Dataset entries:
──────────────────────────────
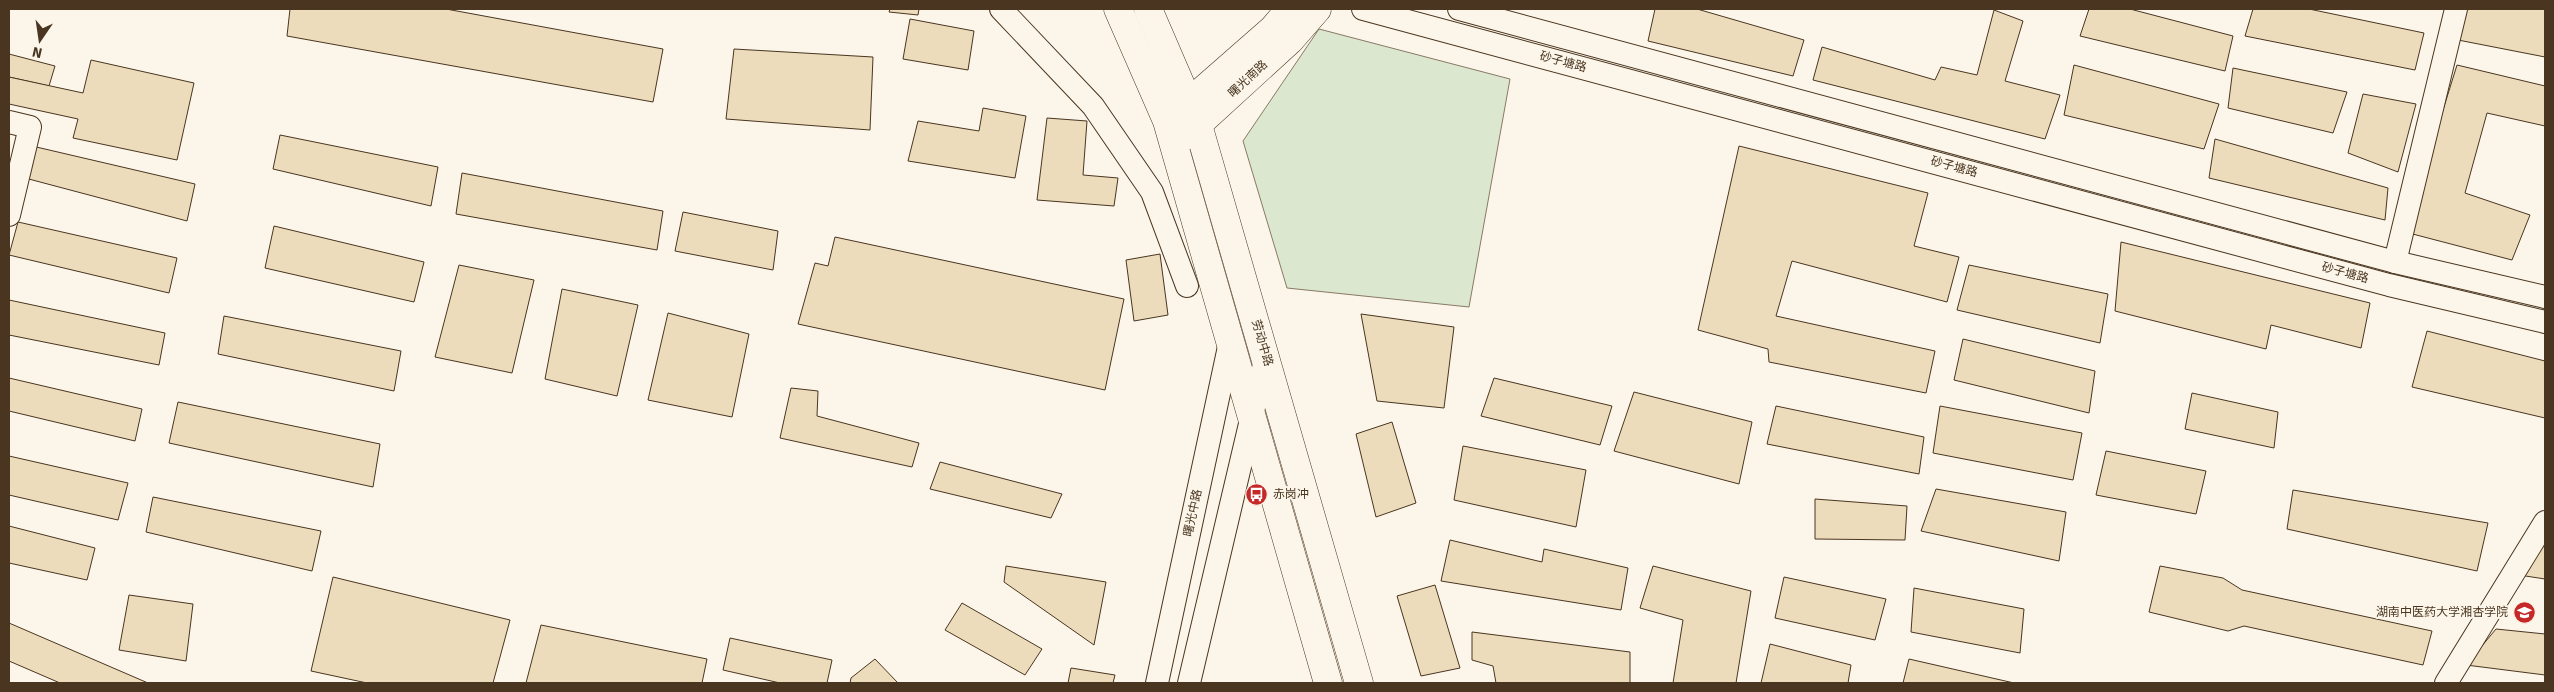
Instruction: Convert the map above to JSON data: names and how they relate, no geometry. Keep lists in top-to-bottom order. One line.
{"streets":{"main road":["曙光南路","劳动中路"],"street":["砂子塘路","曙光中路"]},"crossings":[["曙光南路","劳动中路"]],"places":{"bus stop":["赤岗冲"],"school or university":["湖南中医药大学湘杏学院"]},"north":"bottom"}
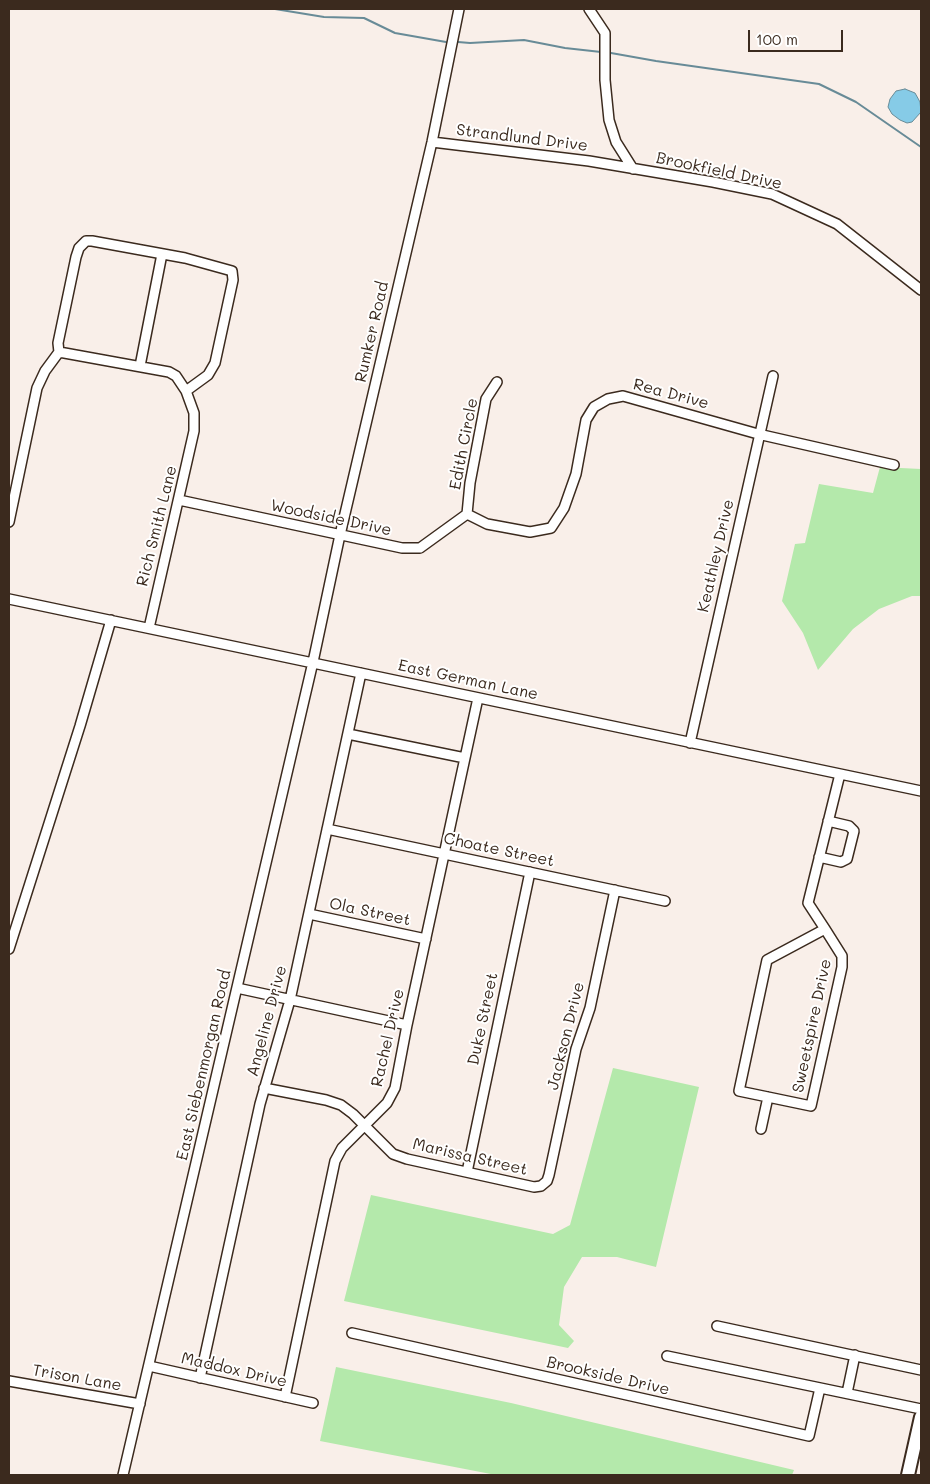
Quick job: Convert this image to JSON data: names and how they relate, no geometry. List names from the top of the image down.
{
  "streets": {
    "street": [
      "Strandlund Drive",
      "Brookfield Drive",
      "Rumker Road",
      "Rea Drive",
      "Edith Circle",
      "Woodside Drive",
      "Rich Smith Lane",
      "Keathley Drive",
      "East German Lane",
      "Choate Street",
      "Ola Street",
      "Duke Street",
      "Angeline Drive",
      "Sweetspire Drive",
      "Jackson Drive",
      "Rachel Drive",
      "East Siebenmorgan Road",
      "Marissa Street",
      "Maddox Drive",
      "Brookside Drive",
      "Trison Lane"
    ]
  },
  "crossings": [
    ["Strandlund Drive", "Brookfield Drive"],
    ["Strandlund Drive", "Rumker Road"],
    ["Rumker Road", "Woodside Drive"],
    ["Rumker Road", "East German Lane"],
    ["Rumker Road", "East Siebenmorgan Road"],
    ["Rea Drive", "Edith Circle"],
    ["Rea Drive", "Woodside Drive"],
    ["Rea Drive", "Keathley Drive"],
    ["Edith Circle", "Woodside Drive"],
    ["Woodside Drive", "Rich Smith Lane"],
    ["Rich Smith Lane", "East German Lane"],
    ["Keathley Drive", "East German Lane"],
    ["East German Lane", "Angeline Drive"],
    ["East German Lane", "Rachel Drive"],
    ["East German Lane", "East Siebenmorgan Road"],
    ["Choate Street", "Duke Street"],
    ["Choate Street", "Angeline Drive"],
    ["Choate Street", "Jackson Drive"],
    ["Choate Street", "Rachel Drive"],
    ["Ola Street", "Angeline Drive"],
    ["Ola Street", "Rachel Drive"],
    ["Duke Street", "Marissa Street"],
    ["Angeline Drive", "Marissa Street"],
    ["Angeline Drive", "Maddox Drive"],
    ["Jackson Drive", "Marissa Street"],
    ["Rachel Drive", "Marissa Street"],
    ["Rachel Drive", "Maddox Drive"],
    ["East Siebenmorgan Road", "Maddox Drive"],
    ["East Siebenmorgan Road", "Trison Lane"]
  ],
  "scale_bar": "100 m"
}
──────────────────────────────
HOW TO COMPLETE THIS TASK => In the entries above, locate every line with the word "Circle" and copy it.

WRITTEN ANSWER =>
      "Edith Circle",
    ["Rea Drive", "Edith Circle"],
    ["Edith Circle", "Woodside Drive"],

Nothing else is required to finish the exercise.